A31B-0034
DART: New Research Using Ensemble Data Assimilation in Geophysical Models

Wednesday, 16 December 2015
Poster Hall (Moscone South)
Kevin Raeder and Timothy J Hoar, National Center for Atmospheric Research, Boulder, CO, United States
Abstract:
The Data Assimilation Research Testbed (DART) is a community facility
for ensemble data assimilation developed and supported by the National
Center for Atmospheric Research. DART provides a comprehensive suite
of software, documentation, and tutorials that can be used for ensemble
data assimilation research, operations, and education. Scientists and
software engineers at NCAR are available to support DART users who
want to use existing DART products or develop their own applications.
Current DART users range from university professors teaching data
assimilation, to individual graduate students working with simple
models, through national laboratories doing operational prediction
with large state-of-the-art models.

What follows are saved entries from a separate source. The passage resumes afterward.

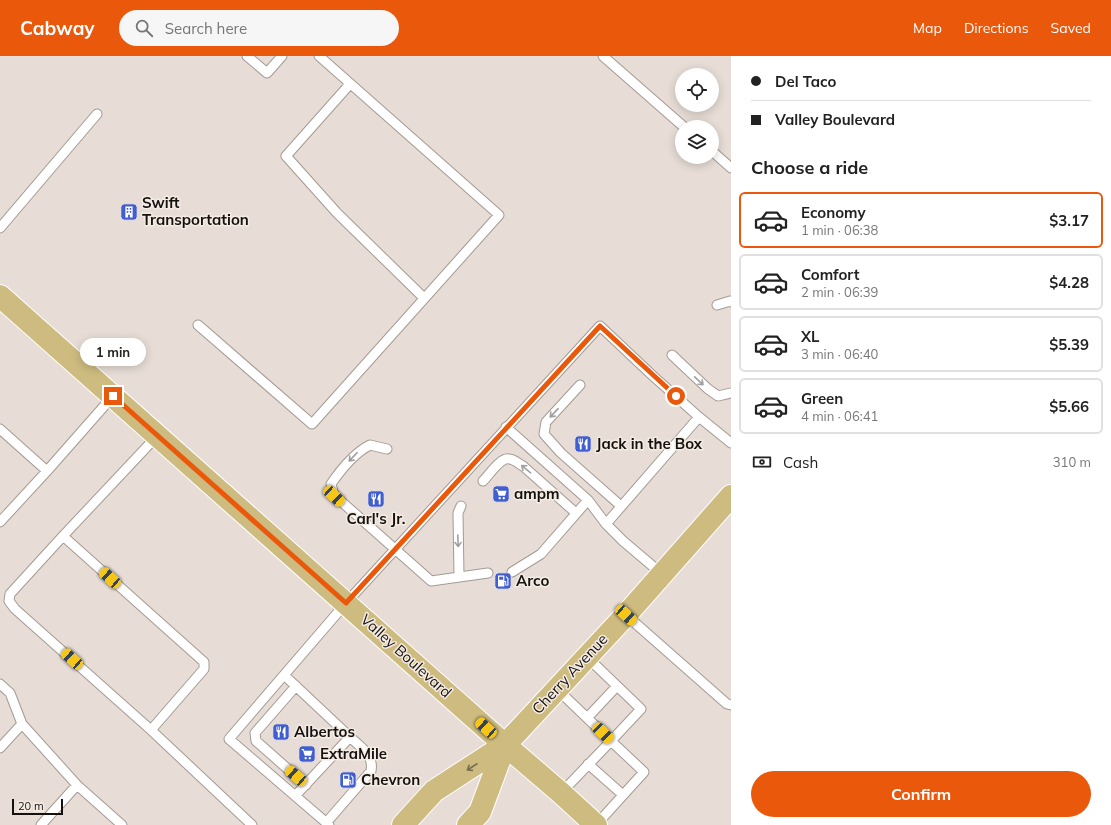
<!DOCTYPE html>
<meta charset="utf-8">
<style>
body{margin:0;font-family:Mulish,sans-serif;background:#f6f6f6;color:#222;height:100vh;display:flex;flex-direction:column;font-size:15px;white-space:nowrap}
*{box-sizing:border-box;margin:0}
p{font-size:13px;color:#767676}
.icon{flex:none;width:22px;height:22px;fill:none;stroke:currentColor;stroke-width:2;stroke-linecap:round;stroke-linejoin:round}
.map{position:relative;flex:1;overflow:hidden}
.side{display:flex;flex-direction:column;background:#fff;width:380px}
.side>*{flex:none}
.top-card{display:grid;align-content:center;height:88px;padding:0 20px;background:#fff}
.tools{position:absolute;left:675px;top:12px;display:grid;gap:8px}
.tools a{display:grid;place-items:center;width:44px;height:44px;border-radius:50%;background:#fff;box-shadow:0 2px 10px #0003;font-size:20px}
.scale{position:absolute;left:12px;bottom:10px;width:51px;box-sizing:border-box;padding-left:4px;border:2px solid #14110f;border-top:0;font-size:11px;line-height:14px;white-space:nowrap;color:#14110f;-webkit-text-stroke:3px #f4ebe3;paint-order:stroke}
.end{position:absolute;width:18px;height:18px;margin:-9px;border:5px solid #ea580c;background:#fff;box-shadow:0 0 0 2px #fff}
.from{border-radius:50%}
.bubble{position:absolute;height:28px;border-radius:14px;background:#fff;box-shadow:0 2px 10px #0003;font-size:13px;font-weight:700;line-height:28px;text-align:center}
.car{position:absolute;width:12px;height:24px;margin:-12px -6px;border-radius:5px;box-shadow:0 0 3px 1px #0007;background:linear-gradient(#f5c518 24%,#345 0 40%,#f5c518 0 76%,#345 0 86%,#f5c518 0)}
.top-card b{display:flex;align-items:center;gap:14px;height:38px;font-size:15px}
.top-card b+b{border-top:1px solid #e0e0e0}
.top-card i{width:10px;height:10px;background:#222}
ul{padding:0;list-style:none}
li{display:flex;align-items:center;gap:12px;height:56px;margin:0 8px 6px;padding:0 12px;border:2px solid #e0e0e0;border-radius:6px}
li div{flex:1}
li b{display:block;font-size:15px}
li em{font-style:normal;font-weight:700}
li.current{border-color:#ea580c}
li>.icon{width:36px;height:36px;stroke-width:1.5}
h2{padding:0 20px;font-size:18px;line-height:48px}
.pay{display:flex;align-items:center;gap:10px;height:44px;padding:0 20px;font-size:15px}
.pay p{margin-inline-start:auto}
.cta{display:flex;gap:8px;margin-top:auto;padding:8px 20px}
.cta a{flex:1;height:46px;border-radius:24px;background:#ea580c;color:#fff;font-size:16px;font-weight:700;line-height:46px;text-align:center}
header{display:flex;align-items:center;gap:24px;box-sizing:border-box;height:56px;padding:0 20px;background:#ea580c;color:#fff}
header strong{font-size:19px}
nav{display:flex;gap:22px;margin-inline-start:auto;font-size:14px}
.search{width:280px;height:36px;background:#f6f6f6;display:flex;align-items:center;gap:10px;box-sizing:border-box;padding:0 14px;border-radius:22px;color:#767676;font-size:15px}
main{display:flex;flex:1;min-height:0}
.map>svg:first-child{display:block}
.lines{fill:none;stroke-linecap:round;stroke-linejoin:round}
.lane-casing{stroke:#a39a93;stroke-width:11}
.primary-casing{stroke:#fff;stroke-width:24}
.lane{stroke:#fff;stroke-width:9}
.primary{stroke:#cdbb7f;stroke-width:22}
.oneway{stroke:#a1a09f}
.oneway2{stroke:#7a6e4d}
.route{stroke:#ea580c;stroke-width:5}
.labels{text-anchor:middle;stroke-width:3;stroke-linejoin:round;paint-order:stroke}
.poi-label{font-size:15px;font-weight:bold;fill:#14110f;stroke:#f4ebe3;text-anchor:start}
.street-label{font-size:15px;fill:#14110f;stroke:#f4ebe3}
</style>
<header>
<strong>Cabway</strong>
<div class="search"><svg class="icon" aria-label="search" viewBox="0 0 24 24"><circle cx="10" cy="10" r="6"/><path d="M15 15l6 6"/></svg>Search here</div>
<nav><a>Map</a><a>Directions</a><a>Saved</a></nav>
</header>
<main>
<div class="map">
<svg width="731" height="769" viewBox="0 0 731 769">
<rect width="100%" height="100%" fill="#e7ddd6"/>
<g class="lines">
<defs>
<path id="lane" d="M247 0 267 17 282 0
M603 0 684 71
M350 28 286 100 337 157 424 242
M712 95 731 112
M0 172 97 58
M717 249 730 245 731 246
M198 269 312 368 499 159 319 0
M672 299 708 333 718 340 731 337
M580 329 546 366 544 378 561 397 621 450
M506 371 588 444 606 468 623 485 662 518
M0 373 47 415
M157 380 63 480 204 606V613L151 674 252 769
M387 393 370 389C354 397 342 412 331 428L334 439 431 525 488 517
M483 425C489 419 501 401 509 403 514 403 519 408 523 410L576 457
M0 466 47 415 113 340
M606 468 699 361
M63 480 10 538 9 545 15 553 151 674
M512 516 541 498 588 444
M459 520 458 457 461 450
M626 559 727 648 731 649
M284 619 350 681 295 740
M0 628 10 637 22 668 77 729 122 769
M296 630 255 677 256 685 306 729
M557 633 611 685 641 653 587 601
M587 662 617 630
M0 692 22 668
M588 708 623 739
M561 737 611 685 644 716 596 769
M326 767 371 715C374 698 361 692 350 681
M41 769 77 729
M329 769 229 683 346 547 600 270 653 320 699 361 731 387"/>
<path id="primary" d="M0 240 505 689 561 737 596 769
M403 769 434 735 505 689 626 559 731 440
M468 769 480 756 505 689"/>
</defs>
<use href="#lane" class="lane-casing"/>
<use href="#primary" class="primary-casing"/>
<use href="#lane" class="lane"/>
<use href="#primary" class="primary"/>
</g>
<defs><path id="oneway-shaft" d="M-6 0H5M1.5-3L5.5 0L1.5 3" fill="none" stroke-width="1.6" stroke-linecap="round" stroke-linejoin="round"/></defs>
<g class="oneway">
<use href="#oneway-shaft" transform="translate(699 325) rotate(43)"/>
<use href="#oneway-shaft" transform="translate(554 357) rotate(133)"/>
<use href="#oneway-shaft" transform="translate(353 401) rotate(133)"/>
<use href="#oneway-shaft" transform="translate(526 413) rotate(-140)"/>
<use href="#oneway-shaft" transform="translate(458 485) rotate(88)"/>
</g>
<use class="oneway2" href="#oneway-shaft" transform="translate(472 711) rotate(147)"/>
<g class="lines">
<path class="route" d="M113 340 346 547 600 270 676 340"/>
</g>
<defs>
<symbol id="building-square" viewBox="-11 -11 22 22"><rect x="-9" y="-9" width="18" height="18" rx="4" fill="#415ed1" stroke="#f4ebe3"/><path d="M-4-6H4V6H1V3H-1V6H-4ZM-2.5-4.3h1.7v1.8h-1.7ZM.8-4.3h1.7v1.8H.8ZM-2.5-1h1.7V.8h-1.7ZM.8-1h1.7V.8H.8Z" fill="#fff"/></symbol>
<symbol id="restaurant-square" viewBox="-11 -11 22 22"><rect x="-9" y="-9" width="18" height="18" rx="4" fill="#415ed1" stroke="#f4ebe3"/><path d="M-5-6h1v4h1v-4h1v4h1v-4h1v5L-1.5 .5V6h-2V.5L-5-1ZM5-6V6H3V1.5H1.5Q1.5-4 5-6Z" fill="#fff"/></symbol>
<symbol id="supermarket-square" viewBox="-11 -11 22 22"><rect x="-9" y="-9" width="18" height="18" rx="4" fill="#415ed1" stroke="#f4ebe3"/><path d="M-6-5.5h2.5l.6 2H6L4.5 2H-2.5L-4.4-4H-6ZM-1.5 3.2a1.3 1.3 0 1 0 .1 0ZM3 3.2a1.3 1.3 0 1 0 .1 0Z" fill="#fff"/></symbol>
<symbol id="fuel-square" viewBox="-11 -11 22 22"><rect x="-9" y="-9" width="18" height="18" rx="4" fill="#415ed1" stroke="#f4ebe3"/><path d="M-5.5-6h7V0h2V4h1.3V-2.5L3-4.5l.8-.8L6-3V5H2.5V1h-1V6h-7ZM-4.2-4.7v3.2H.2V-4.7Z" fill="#fff"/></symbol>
</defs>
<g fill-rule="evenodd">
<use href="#building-square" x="119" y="146" width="20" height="20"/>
<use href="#restaurant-square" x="573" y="378" width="20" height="20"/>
<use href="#supermarket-square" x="491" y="428" width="20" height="20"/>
<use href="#restaurant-square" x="366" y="433" width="20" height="20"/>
<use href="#fuel-square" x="493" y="515" width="20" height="20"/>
<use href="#restaurant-square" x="271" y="666" width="20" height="20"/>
<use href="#supermarket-square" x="297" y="688" width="20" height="20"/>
<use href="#fuel-square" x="338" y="714" width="20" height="20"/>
</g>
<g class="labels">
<g class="poi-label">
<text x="142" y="152">Swift<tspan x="142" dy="17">Transportation</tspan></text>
<text x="596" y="393">Jack in the Box</text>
<text x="514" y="443">ampm</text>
<text x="376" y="468" text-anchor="middle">Carl's Jr.</text>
<text x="516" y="530">Arco</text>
<text x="294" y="681">Albertos</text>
<text x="320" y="703">ExtraMile</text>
<text x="361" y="729">Chevron</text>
</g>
<g class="street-label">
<text transform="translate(406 600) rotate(42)" y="5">Valley Boulevard</text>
<text transform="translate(570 618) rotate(-47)" y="5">Cherry Avenue</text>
</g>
</g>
</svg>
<div class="tools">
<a><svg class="icon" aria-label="locate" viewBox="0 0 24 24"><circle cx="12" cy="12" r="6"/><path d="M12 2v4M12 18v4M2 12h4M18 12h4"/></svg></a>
<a><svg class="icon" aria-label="layers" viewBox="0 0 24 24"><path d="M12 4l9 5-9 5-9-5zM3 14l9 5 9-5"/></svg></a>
</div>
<div class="scale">20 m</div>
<i class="end from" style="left:676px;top:340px"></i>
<i class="end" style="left:113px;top:340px"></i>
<div class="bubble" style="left:80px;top:282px;width:66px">1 min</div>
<i class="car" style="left:334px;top:440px;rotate:133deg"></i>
<i class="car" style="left:110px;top:522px;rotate:312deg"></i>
<i class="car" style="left:626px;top:559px;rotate:132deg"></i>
<i class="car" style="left:72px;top:603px;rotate:312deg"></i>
<i class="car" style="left:486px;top:672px;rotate:312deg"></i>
<i class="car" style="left:603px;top:677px;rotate:134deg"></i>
<i class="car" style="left:296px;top:720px;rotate:311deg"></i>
</div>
<section class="side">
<div class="top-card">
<b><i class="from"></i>Del Taco</b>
<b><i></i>Valley Boulevard</b>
</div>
<h2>Choose a ride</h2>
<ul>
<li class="current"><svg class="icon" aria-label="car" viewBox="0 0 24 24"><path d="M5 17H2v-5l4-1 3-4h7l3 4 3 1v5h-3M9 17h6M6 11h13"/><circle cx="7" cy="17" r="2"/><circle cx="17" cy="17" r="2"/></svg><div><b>Economy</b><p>1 min · 06:38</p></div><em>$3.17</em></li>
<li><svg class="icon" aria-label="car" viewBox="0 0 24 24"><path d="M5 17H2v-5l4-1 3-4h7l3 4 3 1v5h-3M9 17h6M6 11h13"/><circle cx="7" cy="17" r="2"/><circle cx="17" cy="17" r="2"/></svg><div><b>Comfort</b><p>2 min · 06:39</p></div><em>$4.28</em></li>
<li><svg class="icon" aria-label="car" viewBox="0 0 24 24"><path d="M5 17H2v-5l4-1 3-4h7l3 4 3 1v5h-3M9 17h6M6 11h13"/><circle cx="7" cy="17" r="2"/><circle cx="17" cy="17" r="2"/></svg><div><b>XL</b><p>3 min · 06:40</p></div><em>$5.39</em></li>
<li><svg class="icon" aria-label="car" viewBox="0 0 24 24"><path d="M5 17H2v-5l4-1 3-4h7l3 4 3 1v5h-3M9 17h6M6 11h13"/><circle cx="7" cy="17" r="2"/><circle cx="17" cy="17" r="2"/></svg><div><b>Green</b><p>4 min · 06:41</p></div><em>$5.66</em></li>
</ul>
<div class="pay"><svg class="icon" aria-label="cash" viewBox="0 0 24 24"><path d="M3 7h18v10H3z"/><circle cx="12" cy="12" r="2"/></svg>Cash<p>310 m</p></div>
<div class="cta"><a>Confirm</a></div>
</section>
</main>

DART runs efficiently on many
computational platforms ranging from laptops through thousands of
cores on the newest supercomputers.

This poster focuses on several recent research activities using DART
with geophysical models.

Using CAM/DART to understand whether OCO-2 Total Precipitable Water
observations can be useful in numerical weather prediction.
Impacts of the synergistic use of Infra-red CO retrievals (MOPITT, IASI)
in CAM-CHEM/DART assimilations.
Assimilation and Analysis of Observations of Amazonian Biomass Burning
Emissions by MOPITT (aerosol optical depth), MODIS (carbon monoxide)
and MISR (plume height).
Long term evaluation of the chemical response of MOPITT-CO assimilation
in CAM-CHEM/DART OSSEs for satellite planning and emission inversion
capabilities.
Improved forward observation operators for land models that have
multiple land use/land cover segments in a single grid cell,
Simulating mesoscale convective systems (MCSs) using a variable
resolution, unstructured grid in the Model for Prediction Across
Scales (MPAS) and DART.
The mesoscale WRF+DART system generated an ensemble of year-long,
real-time initializations of a convection allowing model over the
United States.
Constraining WACCM with observations in the tropical band (30S-30N) using
DART also constrains the polar stratosphere during the same winter.
Assimilation of MOPITT carbon monoxide Compact Phase Space Retrievals
(CPSR) in WRF-Chem/DART.

Future work:
DART interface to the CICE (CESM) sea ice model.
Fully coupled assimilations in CESM.